■ Entries shown
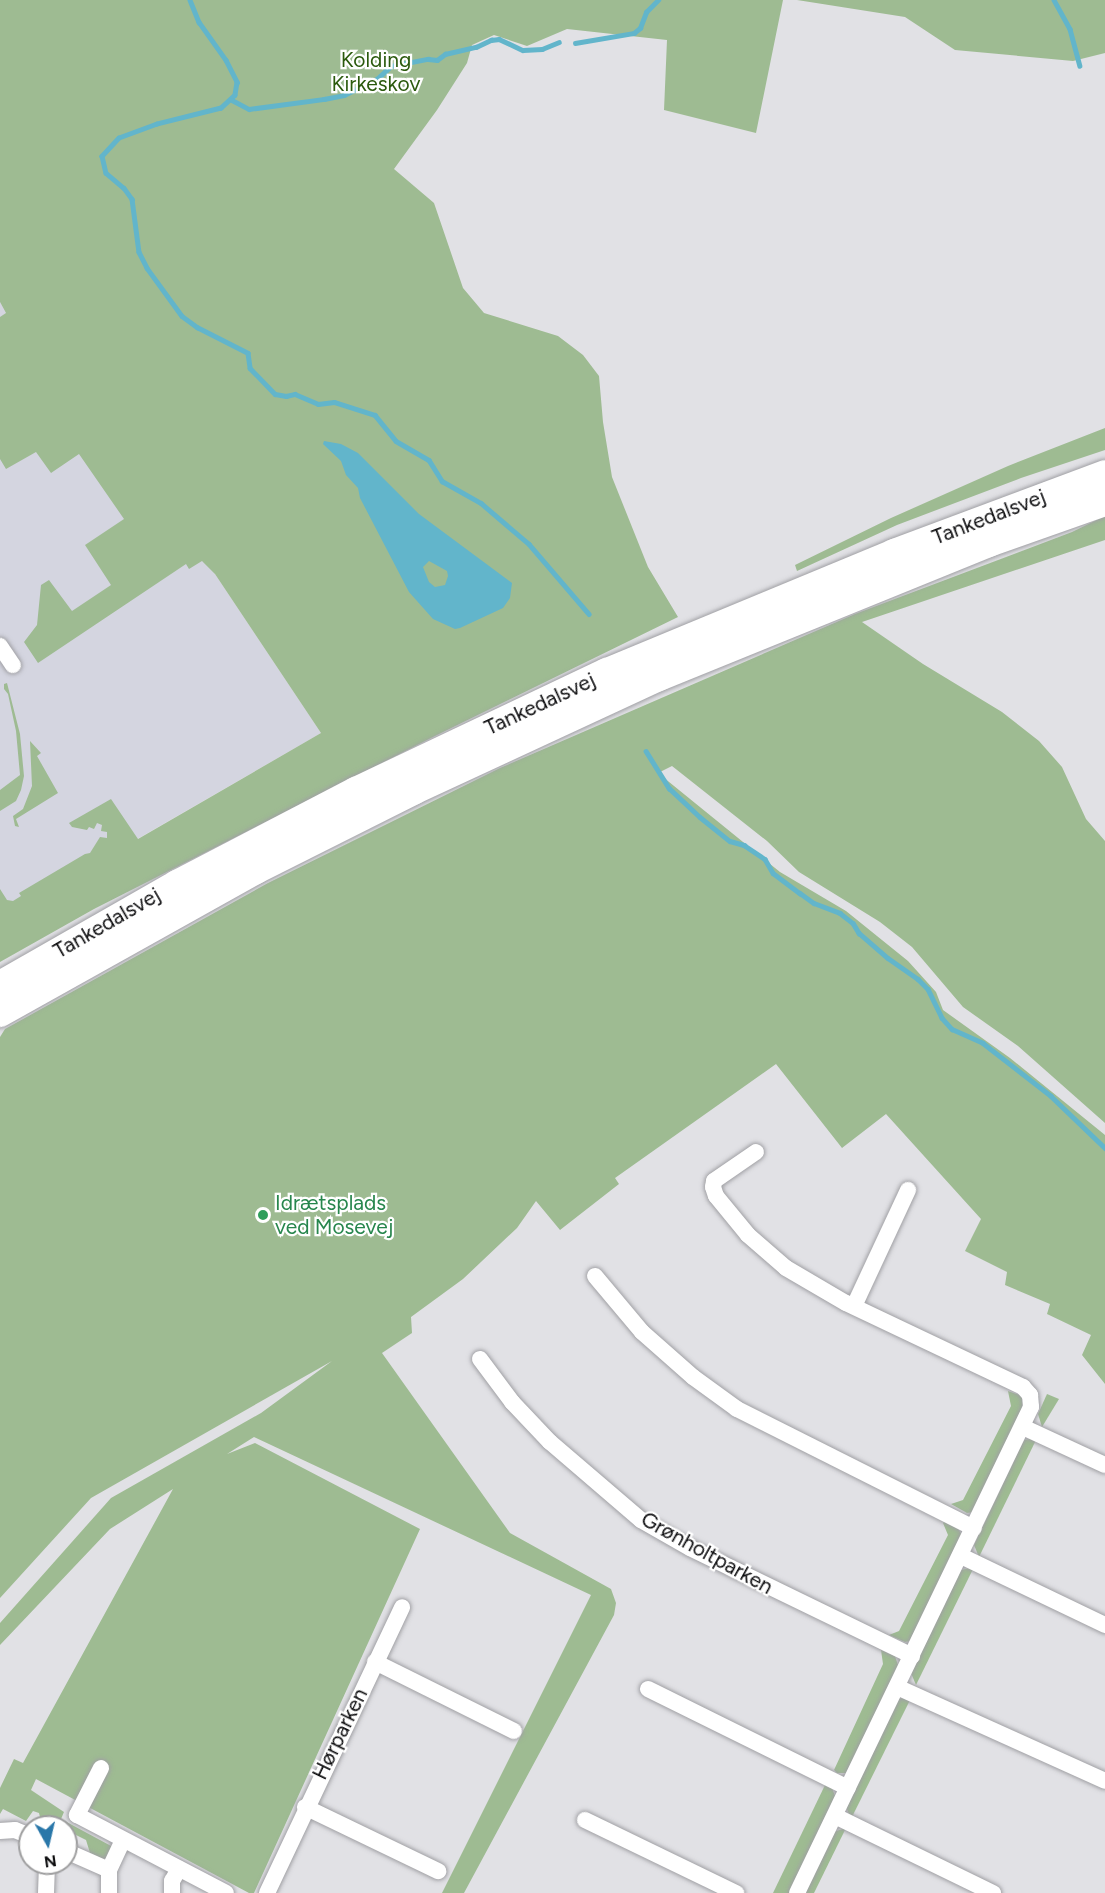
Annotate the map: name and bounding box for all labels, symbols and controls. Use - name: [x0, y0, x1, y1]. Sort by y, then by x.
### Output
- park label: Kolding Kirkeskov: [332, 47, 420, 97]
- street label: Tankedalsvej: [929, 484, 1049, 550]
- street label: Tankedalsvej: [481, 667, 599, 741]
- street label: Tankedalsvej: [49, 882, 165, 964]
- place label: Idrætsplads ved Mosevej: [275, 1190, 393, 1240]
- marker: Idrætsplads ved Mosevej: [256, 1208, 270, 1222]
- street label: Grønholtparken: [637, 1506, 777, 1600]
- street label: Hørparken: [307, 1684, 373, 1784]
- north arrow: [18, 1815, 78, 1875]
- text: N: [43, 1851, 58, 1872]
==
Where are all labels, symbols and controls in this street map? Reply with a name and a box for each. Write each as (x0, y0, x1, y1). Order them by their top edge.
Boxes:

■ The problem
Above are records; count the lines among them that include the word "symbols", and give only the number.

■ Exercise answer
2